Er worden in dit artikel twee goede vragen gesteld en twee slechte antwoorden gegeven. Het eerste antwoord is helemaal geen antwoord op de vraag, maar een standaard riedeltje dat opgedreund wordt. Het antwoorde op de tweede vraag is inconsistent. Als het LSP alleen een verwijsindex is, dan loopt de communucatie van de beveiligde dossiers niet via de LSP hetgeen stijdig is met het gegeven antwoord. Als het LSP niet alleen een verwijsindex is, dan heeft het LSP alle gegevens om de beveiliging van de dossiers op te heffen en de dossiers in te zien. Ook is er in het antwoord sprake van de beveiliging van de verbinding en niet de gegevens zelf.
Het lijkt me niet al te moeilijk voor iemand met wat automatiseringskennis om een desktop met internetverbinding van een ZSP (thuis of bij de instelling waar hij of zij werkzaam is) als bridge naar LSP te gebruiken om aan gegevens te komen.
Een beveiliging is helaas niet beter dan haar zwakste schakel…
Ik denk dat de titel vooral moet zijn:”EPD is een grote politieke, geldverslindende operatie”. Geen politicus, verzekeraar of ict’er vraagt zich af of het doel de middelen wel heiligt. De aanname dat er dan minder fouten e.d. zullen worden gemaakt berust op niets dan aannames; evenzo de ‘kostenbesparing’.
@Dr.G.K.Mitrasing
Op de link http://www.win.tue.nl/eipsi/Slides/Brown.ppt is een presentatie te vinden over de bevindingen van Prof.Ian Brown bij de invoering van het EPD in de UK. Ian Brown heeft z’n eigen medisch dossier en dat van z’n gezinsleden laten verwijderen uit al deze systemen, zoveel vertrouwen heeft ie in de goede afloop.
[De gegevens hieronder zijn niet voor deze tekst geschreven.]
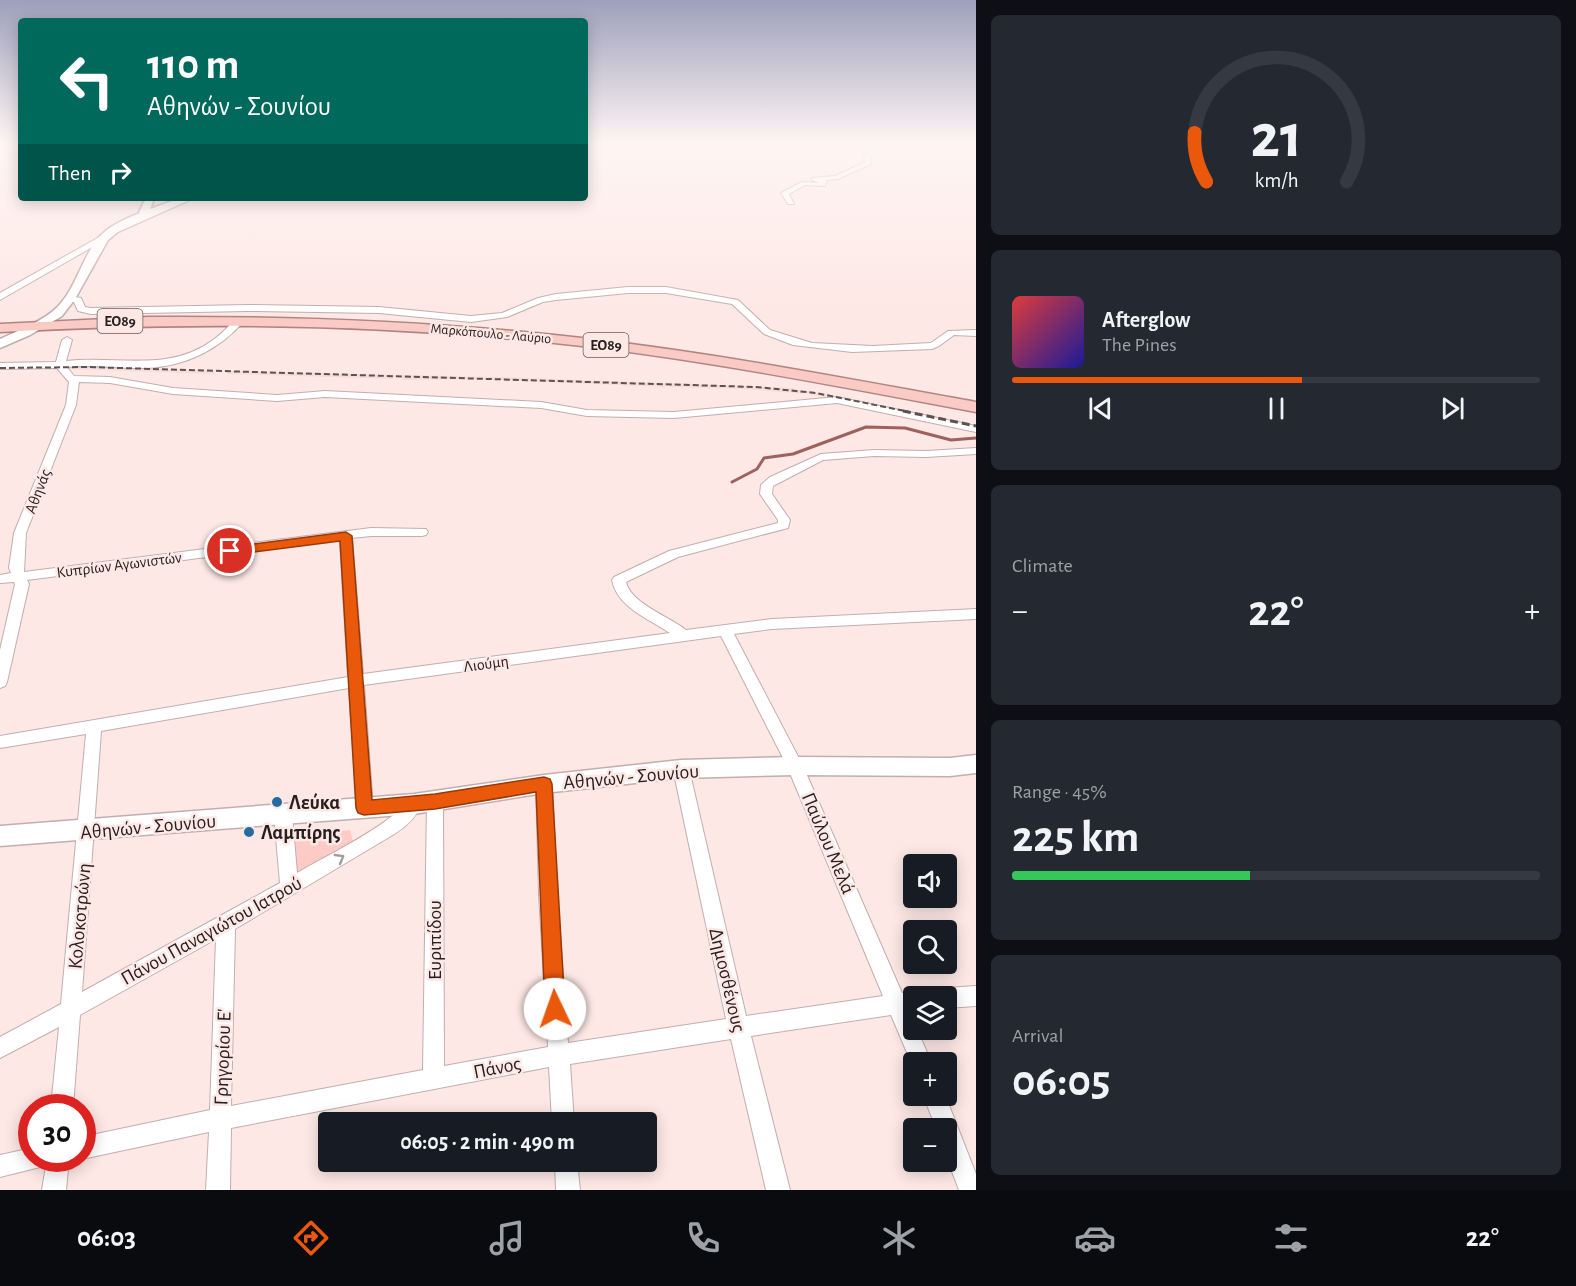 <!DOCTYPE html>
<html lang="en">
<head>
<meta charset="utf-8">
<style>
  body { margin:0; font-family:"Alegreya Sans",sans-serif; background:#242831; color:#f1f3f6; height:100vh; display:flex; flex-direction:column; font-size:22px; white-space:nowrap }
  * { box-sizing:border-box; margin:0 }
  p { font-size:20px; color:#9ea1a6 }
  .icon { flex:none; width:33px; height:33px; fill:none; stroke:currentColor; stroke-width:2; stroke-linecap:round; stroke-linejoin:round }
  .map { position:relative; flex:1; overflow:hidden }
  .details { display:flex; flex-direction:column; gap:15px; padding:15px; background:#0d0f14; width:600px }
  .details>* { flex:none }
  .banner { position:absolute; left:18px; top:18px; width:570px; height:183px; border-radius:6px; box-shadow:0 3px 15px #0003; background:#00695c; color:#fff; overflow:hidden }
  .controls { position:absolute; left:903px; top:854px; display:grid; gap:12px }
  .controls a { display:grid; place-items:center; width:54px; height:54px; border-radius:6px; background:#171b24; box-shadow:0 3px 15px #0003; font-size:30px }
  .speed { position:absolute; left:18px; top:1094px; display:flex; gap:12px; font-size:30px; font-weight:700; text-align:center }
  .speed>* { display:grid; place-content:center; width:78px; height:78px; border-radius:50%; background:#171b24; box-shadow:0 3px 15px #0003; line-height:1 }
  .speed .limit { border:9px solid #d22; background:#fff; color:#111 }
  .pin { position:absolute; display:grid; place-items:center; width:51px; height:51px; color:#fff; margin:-26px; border:3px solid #fff; border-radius:50%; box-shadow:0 2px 6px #0007 }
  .me { position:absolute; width:66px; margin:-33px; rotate:357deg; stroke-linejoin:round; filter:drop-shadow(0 0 4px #0008) }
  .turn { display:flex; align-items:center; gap:21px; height:126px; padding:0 30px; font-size:27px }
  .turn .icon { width:78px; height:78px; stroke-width:2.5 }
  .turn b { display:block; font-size:42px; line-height:51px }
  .then { display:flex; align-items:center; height:57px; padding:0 30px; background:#0003; gap:12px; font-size:22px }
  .big { font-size:45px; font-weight:700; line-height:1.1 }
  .details .widget { flex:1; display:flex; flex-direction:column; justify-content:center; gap:9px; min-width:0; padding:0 21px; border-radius:9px; background:#242831 }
  .details .dial { align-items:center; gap:0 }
  .dial svg { height:156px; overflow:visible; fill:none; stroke:#363941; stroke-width:7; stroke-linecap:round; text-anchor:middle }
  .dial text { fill:#f1f3f6; stroke:none }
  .song { display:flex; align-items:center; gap:18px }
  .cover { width:72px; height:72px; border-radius:9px; background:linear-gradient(135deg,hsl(0 70% 55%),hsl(240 70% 35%)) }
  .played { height:6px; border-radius:3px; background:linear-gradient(90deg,#ea580c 55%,#363941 55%) }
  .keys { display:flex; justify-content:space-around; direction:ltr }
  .heat { display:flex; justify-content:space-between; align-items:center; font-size:33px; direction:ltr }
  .charge { height:9px; border-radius:4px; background:linear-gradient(90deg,#34c759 45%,#363941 0) }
  .trip { position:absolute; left:318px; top:1112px; width:339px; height:60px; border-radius:6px; background:#171b24; box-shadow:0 3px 15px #0003; font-weight:700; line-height:60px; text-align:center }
  .tabs { display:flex; height:96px; justify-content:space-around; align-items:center; background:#090b0e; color:#9ea1a6 }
  .tabs .icon { width:42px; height:42px }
  .tabs .on { color:#ea580c }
  .tabs b { font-size:27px; color:#f1f3f6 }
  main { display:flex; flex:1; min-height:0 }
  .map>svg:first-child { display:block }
  .built { fill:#f9dbd8 }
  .green { fill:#fecac5 }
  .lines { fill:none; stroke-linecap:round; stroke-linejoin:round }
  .stream { stroke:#9d625d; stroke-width:3 }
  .minor-casing { stroke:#c2aeac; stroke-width:2 }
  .tertiary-casing { stroke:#c2aeac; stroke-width:4 }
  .secondary-casing { stroke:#c2aeac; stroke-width:3 }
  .trunk-casing { stroke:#b08581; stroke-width:3 }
  .minor { fill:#fff; fill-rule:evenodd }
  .tertiary { fill:#fff; fill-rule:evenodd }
  .secondary { fill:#fff; fill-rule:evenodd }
  .trunk { fill:#facac4; fill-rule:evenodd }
  .rail-far1 { stroke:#5c5250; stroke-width:2; stroke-dasharray:6 3; stroke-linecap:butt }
  .rail { stroke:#5c5250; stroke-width:3; stroke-dasharray:8 4; stroke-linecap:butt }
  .oneway { stroke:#9e9b9a }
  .route { fill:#ea580c; stroke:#983908; stroke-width:1.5 }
  .poi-dot { fill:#256ca1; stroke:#fde8e5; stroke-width:2 }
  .labels { text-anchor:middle; stroke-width:5; stroke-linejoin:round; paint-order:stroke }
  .far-street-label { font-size:14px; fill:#27201f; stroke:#fde8e5 }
  .shield { fill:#fde8e5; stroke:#675c5a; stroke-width:1.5 }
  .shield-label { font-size:15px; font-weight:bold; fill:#27201f }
  .street-label { font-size:16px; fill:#27201f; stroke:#fde8e5 }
  .near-street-label { font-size:20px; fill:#27201f; stroke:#fde8e5 }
  .near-poi-label { font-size:20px; font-weight:bold; fill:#27201f; stroke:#fde8e5; text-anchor:start }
</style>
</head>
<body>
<main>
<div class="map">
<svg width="976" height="1190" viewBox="0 0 976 1190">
  <rect width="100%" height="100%" fill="#fde8e5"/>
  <g class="built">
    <polygon points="68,366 212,371 216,374 68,369"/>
    <polygon points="224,371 394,375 393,379 229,374"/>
    <polygon points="403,375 498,377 667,383 666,387 471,379 402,380"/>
    <polygon points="671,383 791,388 925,414 976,425 976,427 809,394 744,389 669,387"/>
  </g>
  <polygon class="green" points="350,830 353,841 291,875 288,838"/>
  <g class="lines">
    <polyline class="stream" points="732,482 757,469 764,458 793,454 866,427 905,428 951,440 976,438"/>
    <defs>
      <g id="minor">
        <polygon points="867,155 870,157 871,164 838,179 827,180 825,186 805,185 789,194 794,204 788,204 781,193 802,182 819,183 812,180 812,178 835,176 865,162 864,157"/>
        <polygon points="101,236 108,238 0,300 0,293"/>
        <polygon points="628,287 666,287 738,300 770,330 812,343 873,346 931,343 948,331 976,330 976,336 954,335 939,346 932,349 852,352 793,345 764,334 732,304 666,293 628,293 556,300 543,302 507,317 471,322 379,313 248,311 91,314 78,311 74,302 65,299 69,296 81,298 85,307 91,308 248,305 379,307 471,316 502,313 538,298 556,294"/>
        <path d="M237,318l8,2c-26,30 -59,46 -98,48 -27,1 -53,-4 -80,-1l7,9 36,1 63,11 104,7 48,-4 216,11 46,8 87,2 163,-15 139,29v6l-139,-29 -163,15 -87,-2 -46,-8 -216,-11 -48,4 -104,-7 -63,-11 -31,-1 -3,23 -50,128 -2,39 347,-44 55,1 2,3 -2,3 -4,1h-51l-19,2 11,136 307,-41c-21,-14 -53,-26 -58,-53l2,-3 55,-26 109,-28v-3l-18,-26 1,-9 9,-8 51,-23 53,-4 52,1 50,-3v6l-50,3 -52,-1 -51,4 -50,26 -1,8 18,26 -2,8 -110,29 -52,25c4,21 44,35 60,48l86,-11 204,-10v10l-204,10 -38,5 69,132 99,227 12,-2 7,3 1,2h-8v15l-4,1 4,8v9h3l14,33h-17v7l-23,-54 -140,21 39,154h-24l-35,-151 -161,25 4,58h-22l-3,-55 -318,61 -1,62h-24l3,-58 -127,27 -3,-1h3v-21l128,-27 6,-171 -136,76 -7,92h-22l8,-80 -59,31v-21l61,-33 25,-270 -86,14v-12l348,-59 -8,-137 -313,40 2,4 -22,98 -2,4 -5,2v-38l15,-66 -1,-2 -14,1v-8l11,-2 -2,-5 5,-35 52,-128 3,-23 -12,-14 -57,1v-6l56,-1 6,-22 5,-3 5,3 -6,21c50,-6 103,12 147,-21 9,-6 16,-15 24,-22zM721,636l66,130 96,230 -137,20 -57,-247 -2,-5 -6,-2 -6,2 -2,5 53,250 -158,24 -11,-149 -5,-110 -2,-5 -6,-2 -6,2 -2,5 3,110 9,153 -104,19 -1,-265 -2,-5 -6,-2 -6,2 -2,5 -4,269 -192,36 4,-177 161,-96c12,-8 20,-16 26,-29l-2,-5c-14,-5 -19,11 -29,18 -29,22 -63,38 -94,56l-5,-58 -3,-5 -6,-2 -6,2 -3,5 6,68 -198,109 19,-261 248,-43 8,120 2,5 6,2 6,-2 2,-5 -9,-123z"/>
        <polygon points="976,986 976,1006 946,1008 946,996 937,996 939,991 946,988"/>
        <polygon points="923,1095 945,1095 976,1174 976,1190 959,1190 946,1156 946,1128 936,1128"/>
        <polygon points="32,1148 32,1158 69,1158 66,1190 42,1190 47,1160 44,1166 0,1177 0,1155"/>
        <polygon points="555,1161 577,1161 580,1190 556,1190"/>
      </g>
      <polygon id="tertiary" points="146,198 154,198 148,215 143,218 138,215"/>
      <g id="secondary">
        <path d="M180,198h14l-76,34 -10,8 -33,59 -13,17 -32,19 -30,13v-9c17,-8 39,-16 53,-28 23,-19 28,-54 47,-75 17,-18 58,-29 80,-38z"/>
        <polygon points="976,755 976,773 950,776 795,775 681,778 544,793 414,814 0,846 0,826 414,794 544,775 681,760 795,757 950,758"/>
      </g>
      <path id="trunk" d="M148,317c148,-1 296,5 443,22 130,15 257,40 385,63v10c-128,-24 -255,-49 -385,-65 -196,-23 -393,-26 -591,-15v-8z"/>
    </defs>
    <use href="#minor" class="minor-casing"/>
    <use href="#tertiary" class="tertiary-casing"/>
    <use href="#secondary" class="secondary-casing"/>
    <use href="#trunk" class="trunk-casing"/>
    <use href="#minor" class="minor"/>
    <use href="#tertiary" class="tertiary"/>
    <use href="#secondary" class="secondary"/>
    <use href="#trunk" class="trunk"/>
    <polyline class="rail-far1" points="0,368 87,367 756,387 816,393 910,412"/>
    <polyline class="rail" points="903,411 976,426"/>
  </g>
  <defs><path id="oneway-chevron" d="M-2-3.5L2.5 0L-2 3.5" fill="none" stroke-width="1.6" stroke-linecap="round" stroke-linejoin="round" transform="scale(1.5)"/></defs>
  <use class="oneway" href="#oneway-chevron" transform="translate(340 858) rotate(-30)"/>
  <linearGradient id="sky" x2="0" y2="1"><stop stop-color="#9e9fbb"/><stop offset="0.46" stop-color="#fef5f3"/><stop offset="1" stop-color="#fef5f3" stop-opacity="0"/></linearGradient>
  <rect width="976" height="311" fill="url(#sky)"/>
  <polygon class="route" points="346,532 352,536 372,800 435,794 544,777 550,779 552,784 565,1009 562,1017 555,1020 548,1017 545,1009 536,792 435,809 364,815 358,813 356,808 340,541 230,555 223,551 230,547"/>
  <g class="poi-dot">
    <circle cx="277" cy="802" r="6"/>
    <circle cx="249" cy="832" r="6"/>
  </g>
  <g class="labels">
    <g class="far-street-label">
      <text transform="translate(491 333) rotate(5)" y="5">Μαρκόπουλο - Λαύριο</text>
    </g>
    <g class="shield">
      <rect x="97.5" y="309" width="45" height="24" rx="4.5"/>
      <rect x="583.5" y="333" width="45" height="24" rx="4.5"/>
    </g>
    <g class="shield-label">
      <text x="120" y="326">ΕΟ89</text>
      <text x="606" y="350">ΕΟ89</text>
    </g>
    <g class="street-label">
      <text transform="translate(37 491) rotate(-69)" y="6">Αθηνάς</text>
      <text transform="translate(119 564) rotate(-7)" y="6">Κυπρίων Αγωνιστών</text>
      <text transform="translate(486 663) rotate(-8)" y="6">Λιούμη</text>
    </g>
    <g class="near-street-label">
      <text transform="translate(631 776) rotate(-5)" y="7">Αθηνών - Σουνίου</text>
      <text transform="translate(148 826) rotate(-5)" y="7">Αθηνών - Σουνίου</text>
      <text transform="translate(829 843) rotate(67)" y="7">Παύλου Μελά</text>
      <text transform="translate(79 916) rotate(-85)" y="7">Κολοκοτρώνη</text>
      <text transform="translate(211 930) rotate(-29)" y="7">Πάνου Παναγιώτου Ιατρού</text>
      <text transform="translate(434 940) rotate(-90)" y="7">Ευριπίδου</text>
      <text transform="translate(728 980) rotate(77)" y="7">Δημοσθένους</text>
      <text transform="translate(222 1057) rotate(-88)" y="7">Γρηγορίου Ε'</text>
      <text transform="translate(497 1067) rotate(-11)" y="7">Πάνος</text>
    </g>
    <g class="near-poi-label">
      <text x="289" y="809">Λεύκα</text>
      <text x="261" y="839">Λαμπίρης</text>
    </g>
  </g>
</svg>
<div class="controls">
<a><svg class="icon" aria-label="sound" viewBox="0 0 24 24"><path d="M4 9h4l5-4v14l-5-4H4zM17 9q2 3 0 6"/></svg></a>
<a><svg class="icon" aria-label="search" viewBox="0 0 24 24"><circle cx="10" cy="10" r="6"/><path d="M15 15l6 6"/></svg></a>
<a><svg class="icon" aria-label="layers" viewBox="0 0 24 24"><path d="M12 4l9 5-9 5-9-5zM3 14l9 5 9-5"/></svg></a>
<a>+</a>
<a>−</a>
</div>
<div class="speed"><div class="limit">30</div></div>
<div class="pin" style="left:230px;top:551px;background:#d93025"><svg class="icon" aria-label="arrive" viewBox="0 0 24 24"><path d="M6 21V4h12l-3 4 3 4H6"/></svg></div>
<svg class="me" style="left:555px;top:1009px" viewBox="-20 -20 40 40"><circle r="19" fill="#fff"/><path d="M0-13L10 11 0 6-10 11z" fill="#ea580c"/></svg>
<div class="trip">06:05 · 2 min · 490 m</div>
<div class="banner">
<div class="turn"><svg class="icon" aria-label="left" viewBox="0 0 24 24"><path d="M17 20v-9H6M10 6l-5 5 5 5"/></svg><div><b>110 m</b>Αθηνών - Σουνίου</div></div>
<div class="then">Then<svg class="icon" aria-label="right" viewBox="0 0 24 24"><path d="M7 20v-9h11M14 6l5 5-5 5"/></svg></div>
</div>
</div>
<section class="details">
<div class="widget dial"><svg viewBox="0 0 100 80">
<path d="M14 69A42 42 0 1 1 86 69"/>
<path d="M14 69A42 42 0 0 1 8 44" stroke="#ea580c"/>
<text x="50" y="56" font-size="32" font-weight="700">21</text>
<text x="50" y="72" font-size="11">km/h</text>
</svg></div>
<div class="widget">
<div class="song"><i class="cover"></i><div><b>Afterglow</b><p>The Pines</p></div></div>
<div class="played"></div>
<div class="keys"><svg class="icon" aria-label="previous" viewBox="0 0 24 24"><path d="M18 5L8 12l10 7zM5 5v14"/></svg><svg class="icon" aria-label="pause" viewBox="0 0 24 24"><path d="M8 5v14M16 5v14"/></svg><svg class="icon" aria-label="next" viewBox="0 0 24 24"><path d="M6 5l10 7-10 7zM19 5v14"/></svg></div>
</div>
<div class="widget"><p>Climate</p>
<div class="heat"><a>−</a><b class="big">22°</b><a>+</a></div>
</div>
<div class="widget"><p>Range · 45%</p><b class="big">225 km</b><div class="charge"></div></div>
<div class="widget"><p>Arrival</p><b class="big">06:05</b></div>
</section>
</main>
<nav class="tabs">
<b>06:03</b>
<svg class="icon on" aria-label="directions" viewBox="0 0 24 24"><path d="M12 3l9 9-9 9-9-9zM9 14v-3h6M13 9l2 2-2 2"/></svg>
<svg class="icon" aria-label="music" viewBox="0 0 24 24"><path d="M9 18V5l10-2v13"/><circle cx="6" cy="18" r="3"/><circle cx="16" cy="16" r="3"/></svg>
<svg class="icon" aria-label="phone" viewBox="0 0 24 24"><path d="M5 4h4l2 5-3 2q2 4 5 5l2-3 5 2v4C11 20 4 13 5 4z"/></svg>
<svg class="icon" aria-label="climate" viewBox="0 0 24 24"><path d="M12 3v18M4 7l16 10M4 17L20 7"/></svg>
<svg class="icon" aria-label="car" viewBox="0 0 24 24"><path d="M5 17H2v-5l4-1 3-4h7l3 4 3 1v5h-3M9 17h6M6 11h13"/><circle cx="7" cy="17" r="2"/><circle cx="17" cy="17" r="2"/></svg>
<svg class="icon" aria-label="filters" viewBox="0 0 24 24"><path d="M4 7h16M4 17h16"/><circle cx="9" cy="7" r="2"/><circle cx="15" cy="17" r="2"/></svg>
<b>22°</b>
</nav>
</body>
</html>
Op bijvoorbeeld de link http://www.gpg4win.de/index.html is een gratis programma te downloaden dat direct bruikbaar is voor de praktische uitwisseling van EPD informatie. De Public Keys van alle huisartspraktijken en apotheken kunnen bijvoorbeeld op een centrale website gezet worden, waar alleen bevoegde personen toegang toe hebben. Vergelijk dit bijvoorbeeld met een telefoonboek, echter de mensen zelf kunnen ook hun eigen telefoon nummer invoegen, wijzigen naast dat de “telefoonnummers” van alle collega’s ook opgezocht kunnen worden. Als de dossiers worden bewaard op een standalone PC (bijvoorbeeld een laptop), waar de PGP software ook op is geinstalleerd, dan is deze oplossing goedkoper, sneller, gebruikersvriedelijker maar vooral veel veiliger dan het huidige EPD. In de presentatie van Ian Brown is deze oplossing ook te vinden. Wellicht dat het raadzaam is voor de huisartsen om zich af te vragen waarom het EPD met deze architectuur door de Nederlandse overheid wordt ingevoerd en of dit ook ECHT in het belang is van de huisartsen en patienten. Mogelijk dat het ook interessant is te weten dat Govcert (http://www.govcert.nl) ook gebruiker is van het PGP systeem.
Een van de zwakke schakels is de administratieve controle van het BSN. Ervaring leert dat er tot 36 mensen achter 1 Sofi-nummer schuil kunnen gaan (in de uitzendbranche voorbeelden te over).In de zorg zijn de risico’s echter vele malen groter om te kunnen spreken van een veilige situatie. Nog maar eens goed naar kijken dus!!
Helaas is, volgens mij, het EPD niet vanuit het oogpunt van de patient ontworpen.